Oktavius berichtete ihnen mit schnellem Atem von den zurückliegenden Ereignissen.

Ohne großes Nachfragen packte Mutter Pfleiderer für ihren Sohn das Nötigste zusammen. Bestehend aus einer warmen Decke, einen Laib Brot, Speck und einer Tonflasche mit Most. Oktavius packte die Sachen in die Satteltasche. Er umarmte seine Mutter und seinen Vater. Vater und Sohn schauten sich kurz in die Augen. Beide wussten, was die Stunde geschlagen hat.

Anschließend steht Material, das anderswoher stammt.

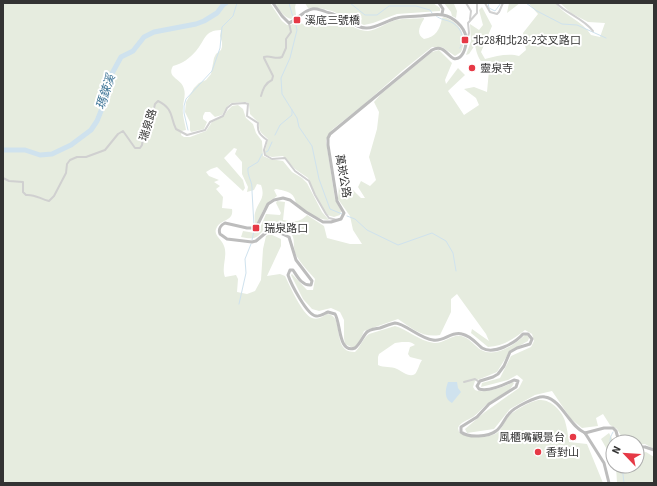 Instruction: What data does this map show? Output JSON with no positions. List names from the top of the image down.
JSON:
{
  "streets": {
    "street": ["瑞泉路", "萬崁公路"]
  },
  "crossings": [
    ["瑞泉路", "萬崁公路"]
  ],
  "water": ["瑪鋉溪"],
  "places": {
    "transit": ["溪底三號橋", "北28和北28-2交叉路口", "瑞泉路口"],
    "other": ["靈泉寺", "風櫃嘴觀景台", "香對山"]
  },
  "north": "top left"
} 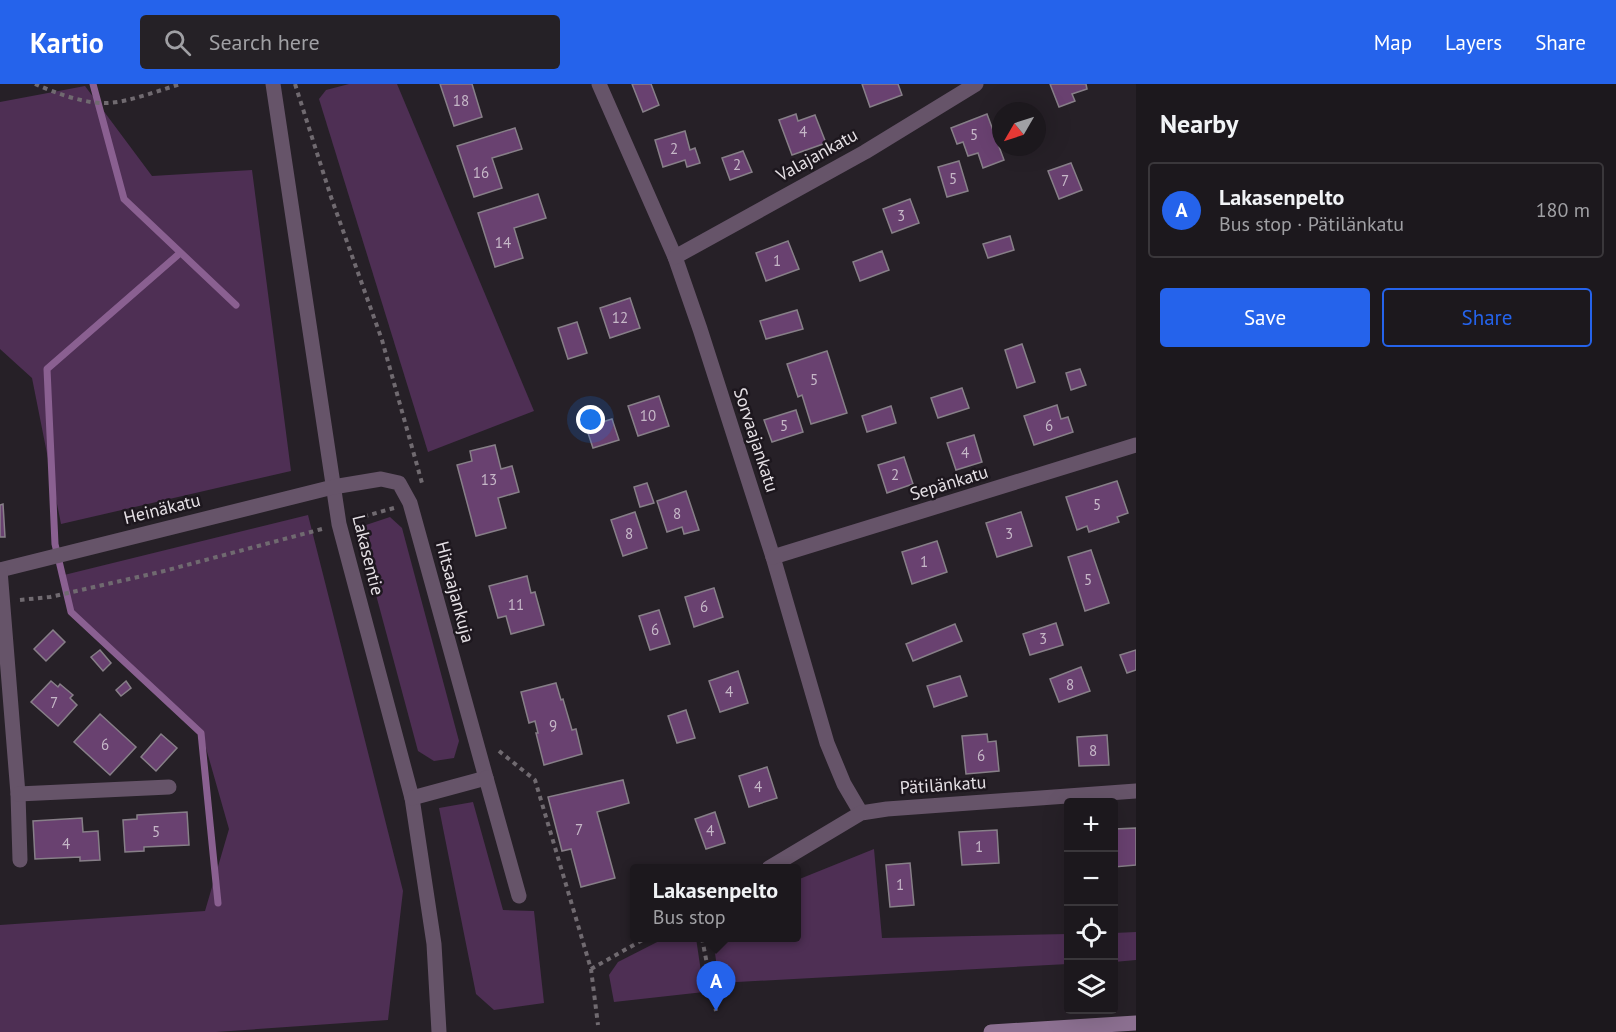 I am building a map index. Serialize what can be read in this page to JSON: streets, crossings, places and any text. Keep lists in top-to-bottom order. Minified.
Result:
{"streets":{"street":["Valajankatu","Sorvaajankatu","Sepänkatu","Heinäkatu","Lakasentie","Hitsaajankuja","Pätilänkatu"]},"crossings":[["Valajankatu","Sorvaajankatu"],["Sorvaajankatu","Sepänkatu"],["Sorvaajankatu","Pätilänkatu"],["Heinäkatu","Lakasentie"],["Heinäkatu","Hitsaajankuja"],["Lakasentie","Hitsaajankuja"]],"house_numbers":["18","4","5","2","2","16","5","7","3","14","1","12","5","10","5","6","4","2","13","5","8","8","3","1","5","11","6","6","3","8","4","7","9","6","8","6","4","7","4","5","4","1","1"],"north":"bottom left","page":{"header":"Kartio","search":"Search here","nav":["Map","Layers","Share"],"heading":"Nearby","list":[{"mark":"A","name":"Lakasenpelto","note":"Bus stop · Pätilänkatu","value":"180 m"}],"buttons":["Save","Share"],"map_buttons":["+","−"],"popup":["Lakasenpelto","Bus stop"],"pins":"A"}} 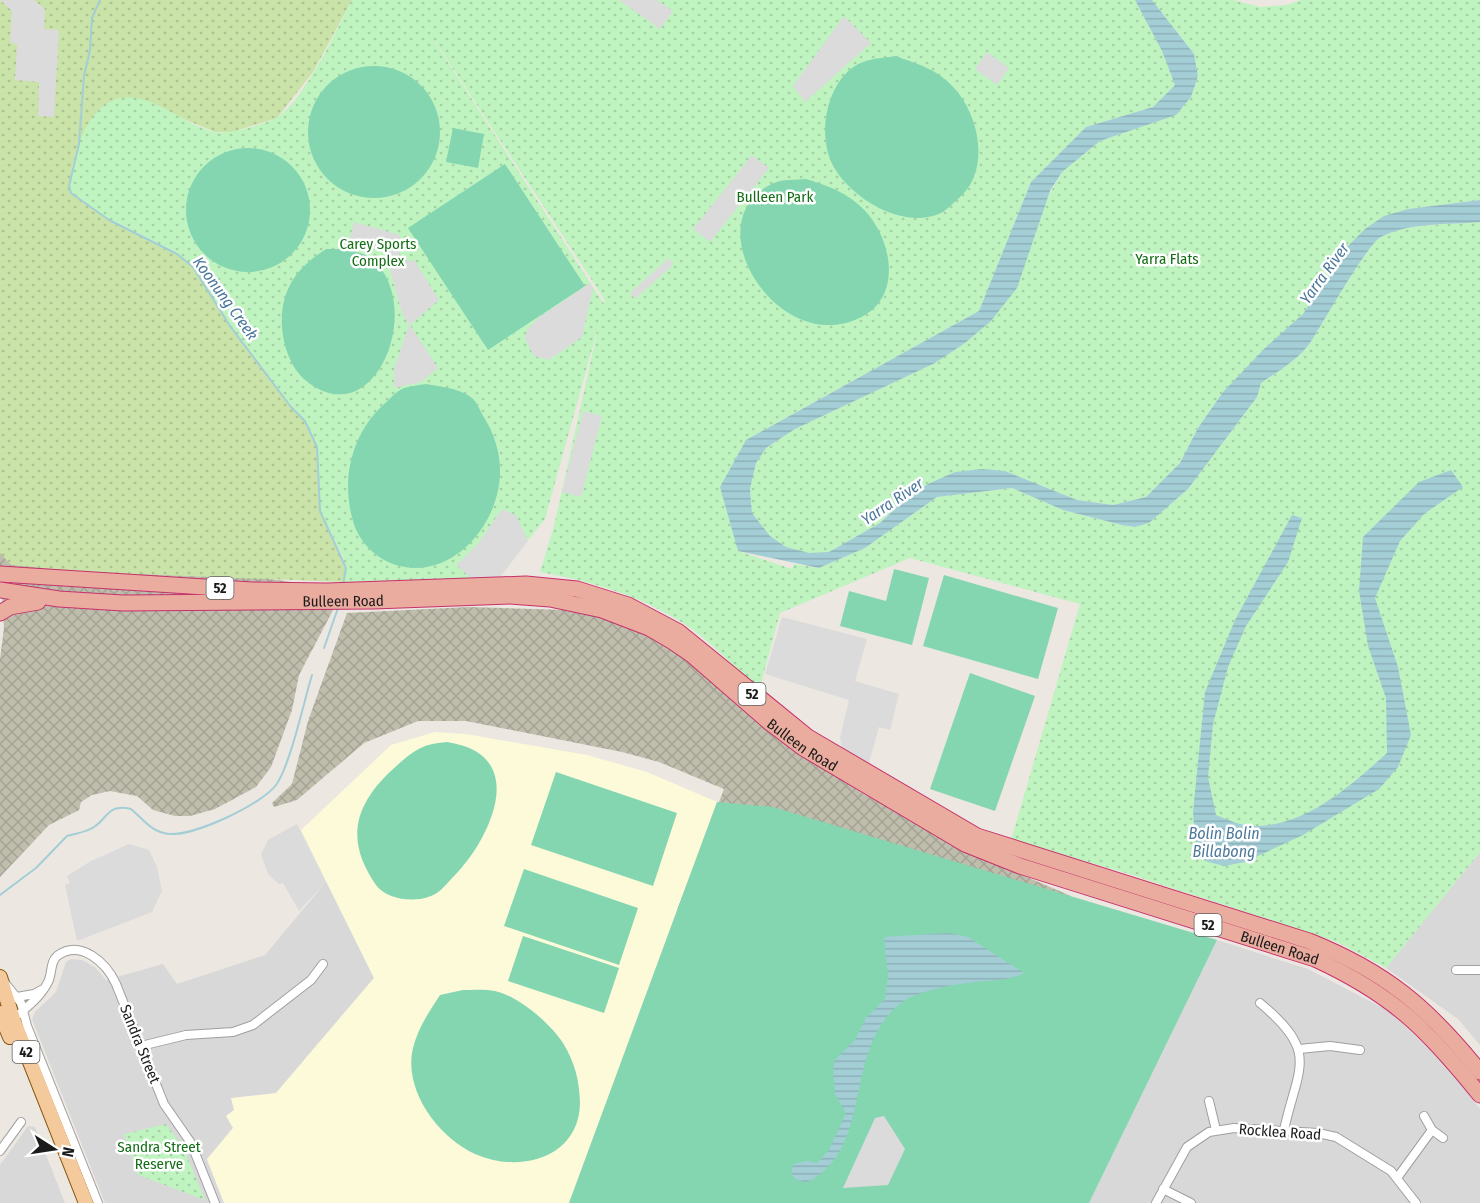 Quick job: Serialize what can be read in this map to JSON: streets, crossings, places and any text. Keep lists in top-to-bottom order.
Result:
{
  "streets": {
    "highway": ["52", "Bulleen Road"],
    "main road": ["42"],
    "street": ["Sandra Street", "Rocklea Road"]
  },
  "crossings": [
    ["Sandra Street", "42"]
  ],
  "water": ["Yarra River", "Koonung Creek", "Bolin Bolin Billabong"],
  "parks": [
    "Bulleen Park",
    "Carey Sports Complex",
    "Yarra Flats",
    "Sandra Street Reserve"
  ],
  "north": "right"
}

Oktavius schwang sich auf sein Blitzle. Der Flüchtende ritt im scharfen Galopp davon. Nach ein paar Metern noch ein kurzer Blick zurück zu seinen geliebten Eltern. Wann wird er sie wiedersehen? Wird er sie überhaupt wiedersehen? Nach all den dramatischen Ereignissen fand in seinem Kopf ein geistiges Unwetter statt. Doch in diesem geistigen Unwetter mit Donner und Blitz leuchtete beharrlich ein großer Stern. Ein Stern mit der lieblichen Erscheinung von Luise. Aber für Gefühle war jetzt kein Platz.

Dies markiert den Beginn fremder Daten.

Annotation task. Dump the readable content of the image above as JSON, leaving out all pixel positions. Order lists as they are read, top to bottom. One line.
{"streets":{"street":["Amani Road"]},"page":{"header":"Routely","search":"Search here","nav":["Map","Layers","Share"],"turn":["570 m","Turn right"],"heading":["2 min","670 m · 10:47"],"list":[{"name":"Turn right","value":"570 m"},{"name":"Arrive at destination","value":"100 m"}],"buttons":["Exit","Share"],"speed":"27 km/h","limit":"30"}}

Er musste schnellstens weg von Nürtingen. Aber wohin? Nur Eugen Ehrenfried konnte ihm helfen. Er war ja einer seiner besten Freunde. Der Einzige der nicht mehr in Nürtingen wohnte. Er wusste, Eugen wird ihm helfen.

So ritt er mit seinem Pferd in Richtung Neuffen abseits der offiziellen Wege, um nicht entdeckt zu werden. Denn König Friedrich I. hat seit seinem Antritt als König immer mehr und mehr Soldaten in Württemberg verteilt und dies war Oktavius bekannt.

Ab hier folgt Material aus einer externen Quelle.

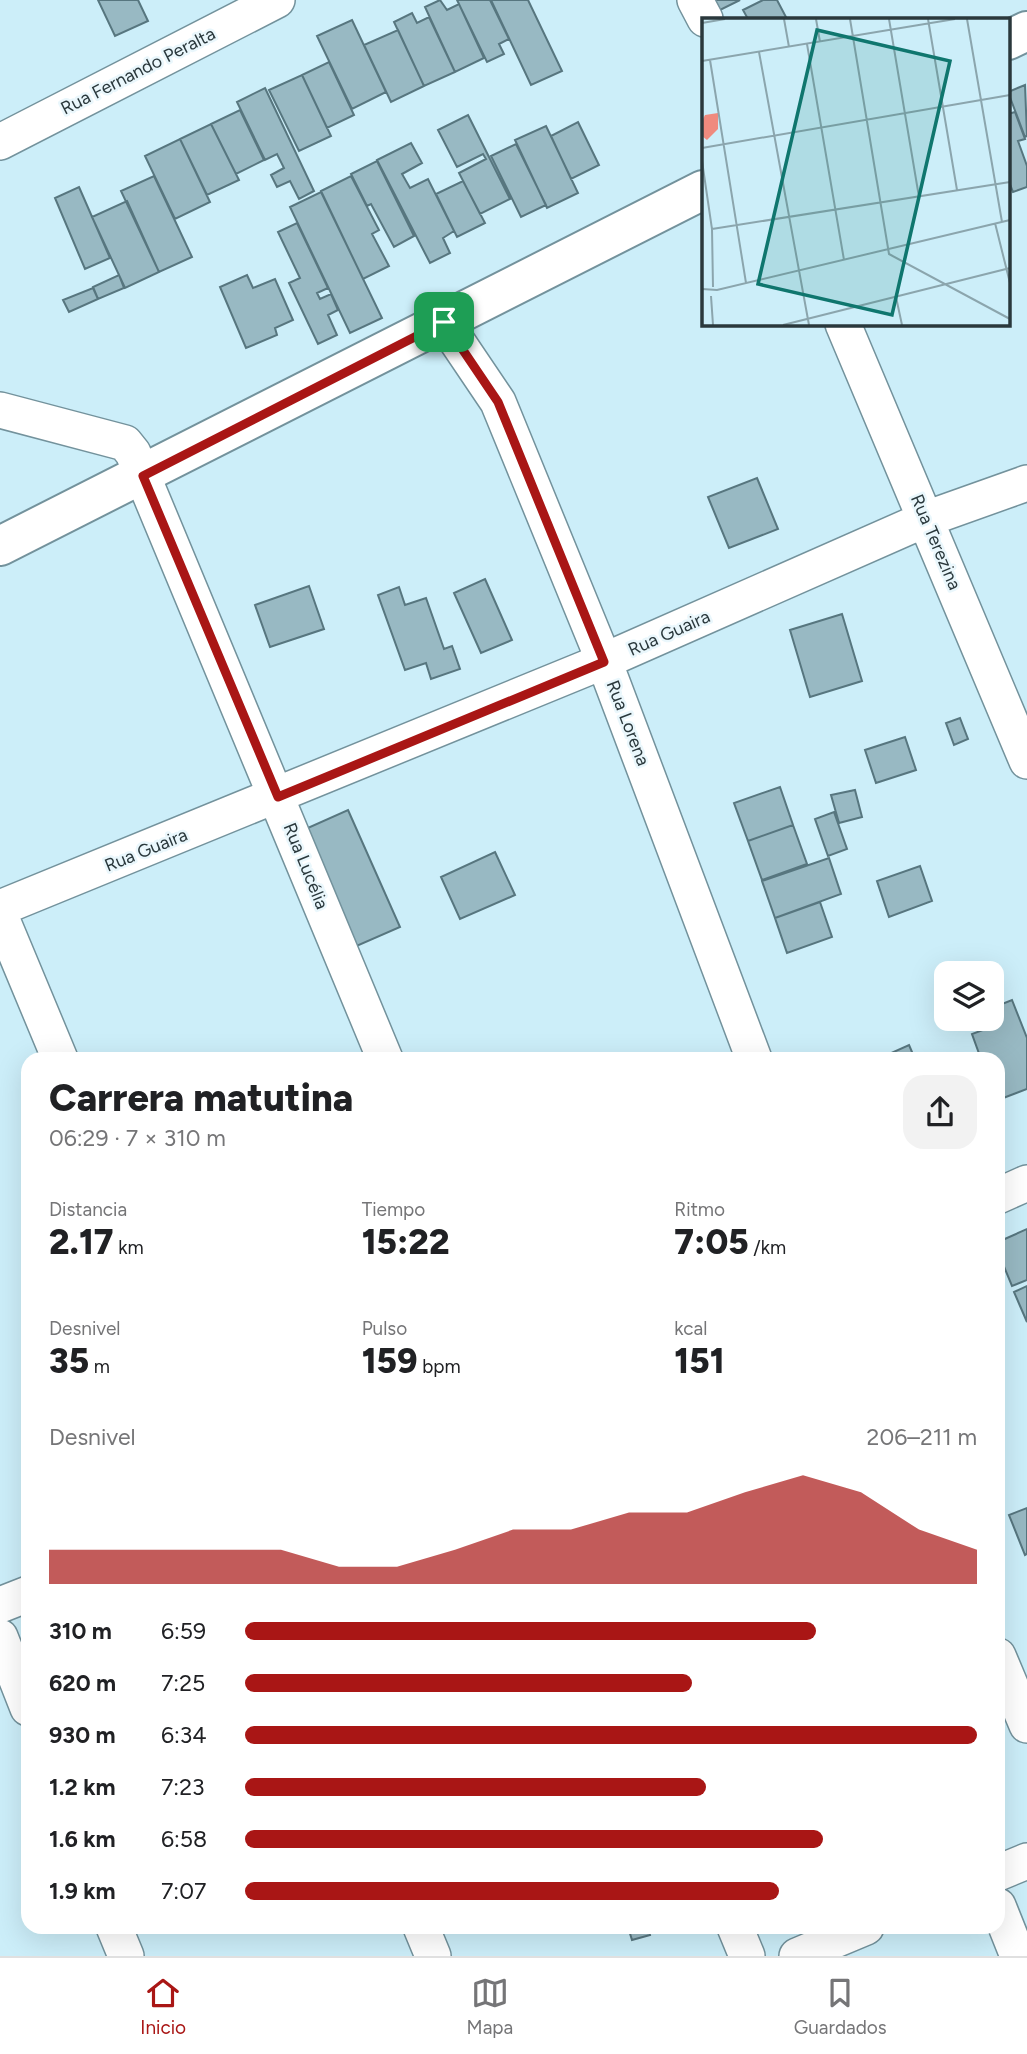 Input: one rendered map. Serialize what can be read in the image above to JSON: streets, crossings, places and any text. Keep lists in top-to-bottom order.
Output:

Einsam ritt nun Oktavius mit seinem Pferd Blitzle durch die inzwischen hereingebrochene Nacht.

Wer reitet so spät durch Nacht und Wind,

es ist der Wagner auf der Flucht geschwind.

Mag die Obrigkeit des Bürgers Leib unterjochen,

doch deren Geist hört niemals auf zu pochen.

Trotz allem Übel vom Königsthrone

Der Kampf gegen Willkür wird sich lohnen.

Abgeänderte Ballade Der Erlkönig

Johann Wolfgang von Goethe

In den Abendstunden erreichte Oktavius das Haus der Familie Ehrenfried in Neuffen. Er klopfte heftig und mehrmals an die Tür.

Eugen öffnete:

»Oktavius du hier, zu dieser Zeit!«

Eugen wusste nicht sofort, was los war. Doch die langjährige Freundschaft, die Ereignissen der letzten Wochen und einen Blick in die Augen von Oktavius genügten. Wortlos packte Eugen seinen Freund fürsorglich am Arm und zog ihn in sein Haus.

Oktavius erzählte mit schnellem Atem, was er heute getan hat. Beide wussten, dass jetzt Soldaten vom Königlichen Garde-Regiment in Nürtingen und Umgebung auf der Suche nach Oktavius sind. Bald würden sie auch in Neuffen sein. Für Oktavius war es klar, er muss schleunigst von Eugens Domizil verschwinden:

»Eugen, ich muss hier weg, sonst bringe ich dich und deine Familie in Gefahr.«

Eugen dachte sofort an seinen Nachbarn Wengerter Reblieb. Der Neuffener Weinfachmann hat dem Fassmacher aus Nürtingen bei dessen Aufbau einer Küferei und Brennerei in Neuffen tatkräftig geholfen. Die Ehefrauen der beiden verstanden sich auf Anhieb. Zwischen den Familien Reblieb und Ehrenfried entstand eine feste Freundschaft.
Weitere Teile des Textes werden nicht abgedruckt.